Stored data
------------

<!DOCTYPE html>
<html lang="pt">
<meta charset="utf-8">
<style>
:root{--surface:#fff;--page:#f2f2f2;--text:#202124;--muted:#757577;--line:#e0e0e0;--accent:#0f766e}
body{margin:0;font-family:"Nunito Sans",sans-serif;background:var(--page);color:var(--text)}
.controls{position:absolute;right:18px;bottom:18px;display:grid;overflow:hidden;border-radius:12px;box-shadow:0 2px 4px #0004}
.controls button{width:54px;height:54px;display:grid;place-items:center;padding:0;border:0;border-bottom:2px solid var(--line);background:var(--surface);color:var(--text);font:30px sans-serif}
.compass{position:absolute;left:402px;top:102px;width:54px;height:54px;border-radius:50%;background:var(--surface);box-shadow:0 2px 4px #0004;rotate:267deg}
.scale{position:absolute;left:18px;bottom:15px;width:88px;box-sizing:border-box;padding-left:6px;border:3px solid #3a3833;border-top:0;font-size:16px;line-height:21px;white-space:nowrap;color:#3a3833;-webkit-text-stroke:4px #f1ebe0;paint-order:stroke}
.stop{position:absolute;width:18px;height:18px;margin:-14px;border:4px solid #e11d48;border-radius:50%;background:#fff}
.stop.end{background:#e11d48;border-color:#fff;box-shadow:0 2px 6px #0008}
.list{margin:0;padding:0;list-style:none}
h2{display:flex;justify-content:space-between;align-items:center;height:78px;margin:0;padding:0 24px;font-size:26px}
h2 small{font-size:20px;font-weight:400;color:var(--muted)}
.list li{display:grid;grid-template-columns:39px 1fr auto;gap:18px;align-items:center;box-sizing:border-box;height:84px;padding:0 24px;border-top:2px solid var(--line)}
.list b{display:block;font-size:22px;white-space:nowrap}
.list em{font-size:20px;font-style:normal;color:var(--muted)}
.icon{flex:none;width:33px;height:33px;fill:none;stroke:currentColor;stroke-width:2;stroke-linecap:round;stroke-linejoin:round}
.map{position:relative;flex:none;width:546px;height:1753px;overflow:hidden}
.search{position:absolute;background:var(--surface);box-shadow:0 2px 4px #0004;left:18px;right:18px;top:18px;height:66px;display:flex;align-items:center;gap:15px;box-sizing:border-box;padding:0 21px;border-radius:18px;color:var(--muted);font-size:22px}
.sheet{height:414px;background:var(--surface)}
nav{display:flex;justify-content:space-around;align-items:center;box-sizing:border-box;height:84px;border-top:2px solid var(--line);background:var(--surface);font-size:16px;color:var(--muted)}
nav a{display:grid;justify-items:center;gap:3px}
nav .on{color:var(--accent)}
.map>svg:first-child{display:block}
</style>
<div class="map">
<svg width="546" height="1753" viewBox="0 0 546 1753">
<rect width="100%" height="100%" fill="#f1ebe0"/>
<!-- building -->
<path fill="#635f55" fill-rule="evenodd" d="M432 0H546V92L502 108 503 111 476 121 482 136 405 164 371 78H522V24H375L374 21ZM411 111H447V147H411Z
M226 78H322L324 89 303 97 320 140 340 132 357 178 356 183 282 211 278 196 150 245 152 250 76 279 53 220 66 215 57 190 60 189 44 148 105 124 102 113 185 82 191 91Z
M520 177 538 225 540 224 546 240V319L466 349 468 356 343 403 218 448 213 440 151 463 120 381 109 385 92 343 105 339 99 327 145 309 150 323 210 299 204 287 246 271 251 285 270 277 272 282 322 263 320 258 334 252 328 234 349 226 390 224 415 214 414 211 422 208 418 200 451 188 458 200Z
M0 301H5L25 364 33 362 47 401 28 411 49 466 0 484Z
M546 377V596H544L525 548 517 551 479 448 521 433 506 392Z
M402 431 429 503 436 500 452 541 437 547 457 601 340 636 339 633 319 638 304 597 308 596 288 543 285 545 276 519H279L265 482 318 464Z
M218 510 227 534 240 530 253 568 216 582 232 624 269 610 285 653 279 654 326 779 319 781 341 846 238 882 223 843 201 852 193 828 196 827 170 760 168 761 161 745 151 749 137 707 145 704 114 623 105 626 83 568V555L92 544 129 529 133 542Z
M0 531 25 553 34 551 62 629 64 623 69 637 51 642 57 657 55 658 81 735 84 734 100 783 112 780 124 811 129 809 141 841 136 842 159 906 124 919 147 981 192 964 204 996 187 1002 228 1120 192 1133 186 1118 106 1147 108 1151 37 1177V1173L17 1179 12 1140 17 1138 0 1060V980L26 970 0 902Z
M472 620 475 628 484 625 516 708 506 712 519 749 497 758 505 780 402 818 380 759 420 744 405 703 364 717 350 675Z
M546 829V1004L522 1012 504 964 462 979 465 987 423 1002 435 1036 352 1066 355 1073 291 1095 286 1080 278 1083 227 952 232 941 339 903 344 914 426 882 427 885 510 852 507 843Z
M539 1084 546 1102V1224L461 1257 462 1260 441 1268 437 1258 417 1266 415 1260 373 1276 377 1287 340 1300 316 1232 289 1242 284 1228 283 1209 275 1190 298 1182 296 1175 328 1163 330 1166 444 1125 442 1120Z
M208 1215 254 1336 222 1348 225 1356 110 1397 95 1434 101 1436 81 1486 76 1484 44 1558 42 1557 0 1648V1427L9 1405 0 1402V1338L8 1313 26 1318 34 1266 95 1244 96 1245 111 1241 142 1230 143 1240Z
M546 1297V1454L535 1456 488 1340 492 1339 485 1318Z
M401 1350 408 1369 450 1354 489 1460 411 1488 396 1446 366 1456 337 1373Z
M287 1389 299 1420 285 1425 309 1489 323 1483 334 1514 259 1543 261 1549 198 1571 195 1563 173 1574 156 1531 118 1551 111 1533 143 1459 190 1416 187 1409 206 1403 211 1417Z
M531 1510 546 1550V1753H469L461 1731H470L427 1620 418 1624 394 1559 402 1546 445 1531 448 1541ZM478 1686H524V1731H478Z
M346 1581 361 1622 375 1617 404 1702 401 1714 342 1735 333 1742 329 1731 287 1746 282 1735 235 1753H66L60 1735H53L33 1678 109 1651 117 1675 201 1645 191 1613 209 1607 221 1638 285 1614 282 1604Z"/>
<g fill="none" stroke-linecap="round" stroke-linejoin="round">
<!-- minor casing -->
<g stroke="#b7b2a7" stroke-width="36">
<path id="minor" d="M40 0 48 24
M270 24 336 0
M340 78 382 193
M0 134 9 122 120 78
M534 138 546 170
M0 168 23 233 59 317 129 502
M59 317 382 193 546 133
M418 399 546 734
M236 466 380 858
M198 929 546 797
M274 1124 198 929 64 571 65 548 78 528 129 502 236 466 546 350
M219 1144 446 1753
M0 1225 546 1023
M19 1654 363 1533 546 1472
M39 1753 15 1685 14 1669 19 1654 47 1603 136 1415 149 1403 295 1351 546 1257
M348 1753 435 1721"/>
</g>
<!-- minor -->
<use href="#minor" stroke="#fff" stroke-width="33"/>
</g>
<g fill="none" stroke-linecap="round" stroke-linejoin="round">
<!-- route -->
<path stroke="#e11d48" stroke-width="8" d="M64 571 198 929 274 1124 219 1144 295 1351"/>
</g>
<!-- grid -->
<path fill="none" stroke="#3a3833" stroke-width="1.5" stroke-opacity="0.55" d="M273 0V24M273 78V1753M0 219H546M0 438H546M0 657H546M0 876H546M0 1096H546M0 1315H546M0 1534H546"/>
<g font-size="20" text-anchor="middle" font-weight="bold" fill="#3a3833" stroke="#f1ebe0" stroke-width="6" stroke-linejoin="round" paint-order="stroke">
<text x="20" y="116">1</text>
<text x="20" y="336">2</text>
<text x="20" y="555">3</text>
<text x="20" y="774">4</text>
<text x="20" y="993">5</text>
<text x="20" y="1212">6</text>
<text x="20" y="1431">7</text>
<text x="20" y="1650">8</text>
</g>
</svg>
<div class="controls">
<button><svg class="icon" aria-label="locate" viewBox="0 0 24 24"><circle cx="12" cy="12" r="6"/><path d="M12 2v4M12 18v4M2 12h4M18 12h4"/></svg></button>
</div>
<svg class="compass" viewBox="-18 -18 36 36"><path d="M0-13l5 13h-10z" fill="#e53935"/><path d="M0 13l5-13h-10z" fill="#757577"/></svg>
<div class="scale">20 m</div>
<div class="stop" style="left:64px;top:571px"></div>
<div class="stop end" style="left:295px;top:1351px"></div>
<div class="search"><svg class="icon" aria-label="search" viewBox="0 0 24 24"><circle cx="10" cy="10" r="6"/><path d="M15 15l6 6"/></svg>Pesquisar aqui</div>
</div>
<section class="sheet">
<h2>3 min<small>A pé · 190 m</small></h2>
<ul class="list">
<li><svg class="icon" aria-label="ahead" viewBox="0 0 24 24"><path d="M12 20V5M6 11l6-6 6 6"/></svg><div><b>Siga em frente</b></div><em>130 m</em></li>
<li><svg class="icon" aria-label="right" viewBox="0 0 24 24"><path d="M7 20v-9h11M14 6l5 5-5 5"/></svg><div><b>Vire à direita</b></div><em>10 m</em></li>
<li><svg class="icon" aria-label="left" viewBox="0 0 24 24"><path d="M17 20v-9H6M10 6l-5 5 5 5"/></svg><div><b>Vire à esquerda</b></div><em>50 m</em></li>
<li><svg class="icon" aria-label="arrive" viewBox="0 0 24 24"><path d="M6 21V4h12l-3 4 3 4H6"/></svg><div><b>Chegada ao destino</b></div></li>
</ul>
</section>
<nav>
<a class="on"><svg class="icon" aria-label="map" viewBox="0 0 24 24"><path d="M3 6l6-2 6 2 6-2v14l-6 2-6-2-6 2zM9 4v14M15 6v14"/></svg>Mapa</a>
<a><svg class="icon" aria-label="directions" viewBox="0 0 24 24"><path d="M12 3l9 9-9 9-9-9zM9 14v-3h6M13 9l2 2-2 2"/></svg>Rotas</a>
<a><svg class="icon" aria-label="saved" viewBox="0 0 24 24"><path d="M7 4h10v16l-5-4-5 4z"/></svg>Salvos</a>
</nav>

------------

Wherever the word "nowrap" appears in the data, return the whole line.

.scale{position:absolute;left:18px;bottom:15px;width:88px;box-sizing:border-box;padding-left:6px;border:3px solid #3a3833;border-top:0;font-size:16px;line-height:21px;white-space:nowrap;color:#3a3833;-webkit-text-stroke:4px #f1ebe0;paint-order:stroke}
.list b{display:block;font-size:22px;white-space:nowrap}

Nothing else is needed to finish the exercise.